Ney Meen Curry Recipe – Seer Fish Curry Recipe | Kerala Ney Meen-Seer Fish Curry
Cooking Time : 15-20 minutes
Serves : 4
Seer Fish /Ney Meen : 1.1 lb /1/2 kg (cleaned & cut into medium pieces)
Ginger : 1tbps (crushed)
Green Chillies : 3-4 or to your spice level (slit lengthwise)
Tamarind pulp/Vaalan puli : a lemon sized ball or 1tsp tamarind paste
Shallots /Small Red Onions : 5
Curry leaves : 3 leaves
Cumin Seeds : 1/2 tsp
Thick Coconut Milk : 1 1/2 cup
To Grind :
Red Chilli Powder : 2 tbsp
Corainder Powder : 1 1/2 tbsp
Turmeric Powder : 1/2 tsp
To Temper :
Shallots /Small Red Onions : 5-6 (chopped)
Curry Leaves : 1 sprig
Coconut Oil : 1 tbsp
How to make Ney Meen Curry | Kerala Ney Meen-Seer Fish Curry :
1. Soak tamarind pulp in hot water. Squeeze out the extract (or) dilute the tamarind paste in 1/2 cup hot water and keep aside.
2. Grind the above listed ingredients ‘To Grind’ to paste using 1/4 cup of water and set it aside.
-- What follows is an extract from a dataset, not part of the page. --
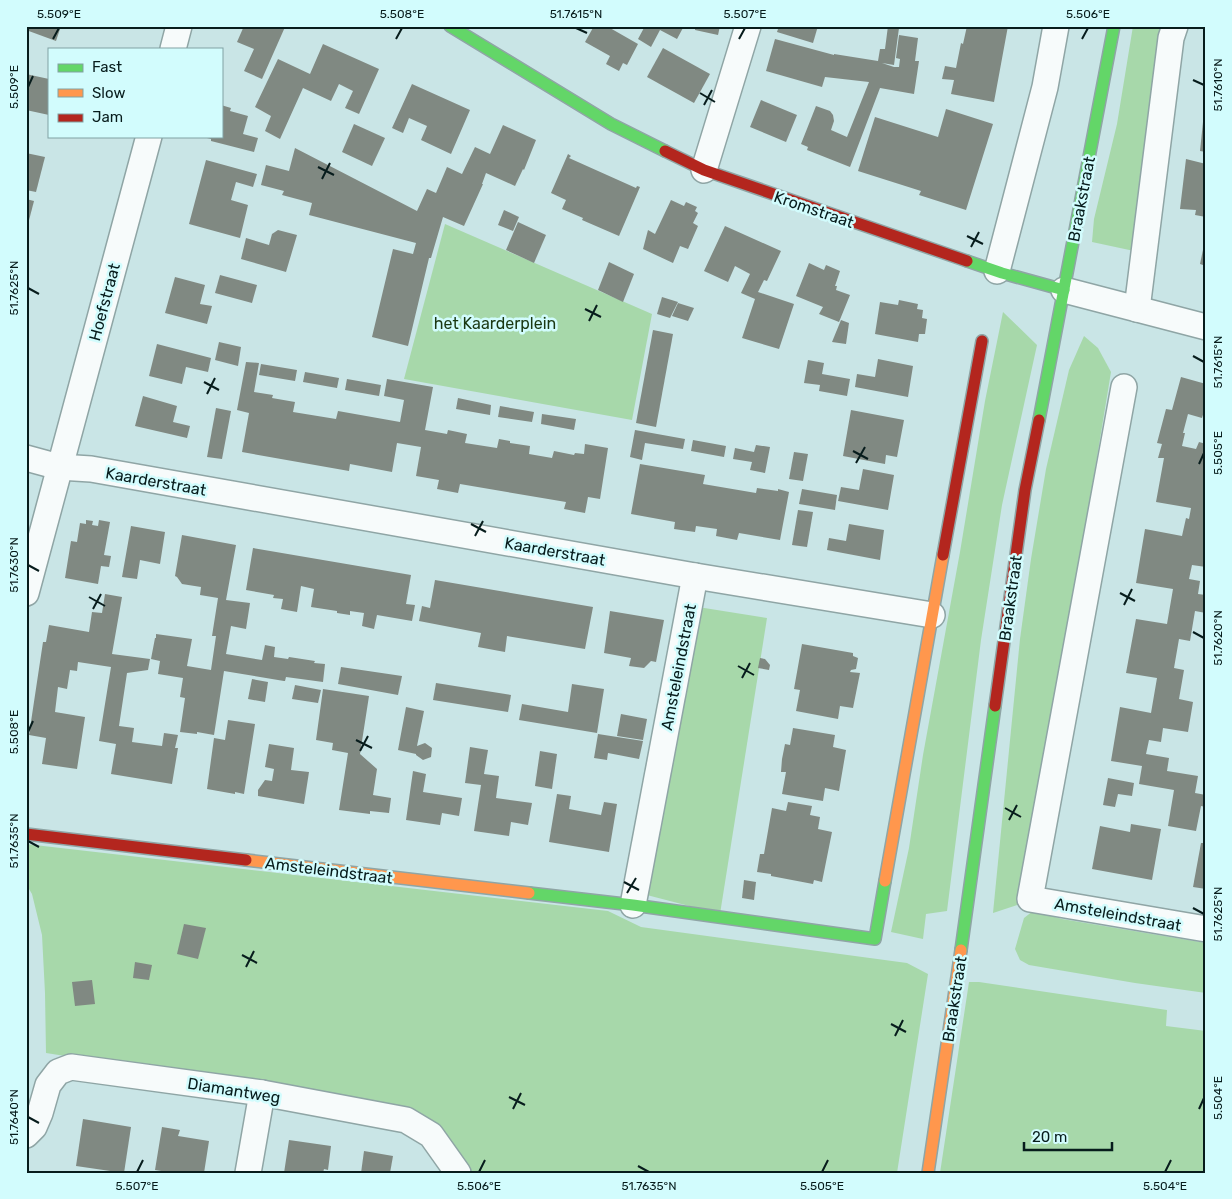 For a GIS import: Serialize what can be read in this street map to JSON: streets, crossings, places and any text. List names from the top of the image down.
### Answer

3. Crush coarsely the cumin seeds, small red onion/shallots and curry leaves in a motor and pestle or just pulse them 1 time everything together coarsely in a food processor or in a blender and set it aside.
4. Take a manchatti’ an earthen pot or pan; add crushed ginger, green chillies, tamarind water and grounded spice paste, wipe out the leftover spice paste in the bowl by using 1-2 tbsp of water and add to the pan.
5. Now add the chopped seer fish, salt and mix everything well.
6. Switch on the flame and keep the pan or manchatti /earthen pot on medium-high heat; cover and cook for 10 minutes or until the fish is cooked.
7. Meanwhile add the coarsely crushed cumin-shallots-curry leaves paste into thick coconut milk and mix everything well.
8. Now open the lid and swirl the pan/earthen pot in such a way that everything is mixed well. (Note : Do not use a spoon to mix from this point, as it will break the fish pieces.)
9. Add the spiced coconut milk; swril the pan or meen chatti and cook at medium-low heat for 5 mins. (Note : Adjust the gravy according to your consistency.) Turn off the stove.
10. In a frying pan; heat coconut oil, add the chopped shallot/ small onions, curry leaves and saute till the small onions turns to golden brown. Remove from the fire and pour it over curry.
11. Keep the curry covered for at least 10-20 minutes before serving so that the gravy absorbs all flavors…Serve with piping hot plain boiled rice or with Appam, Puttu and Enjoy!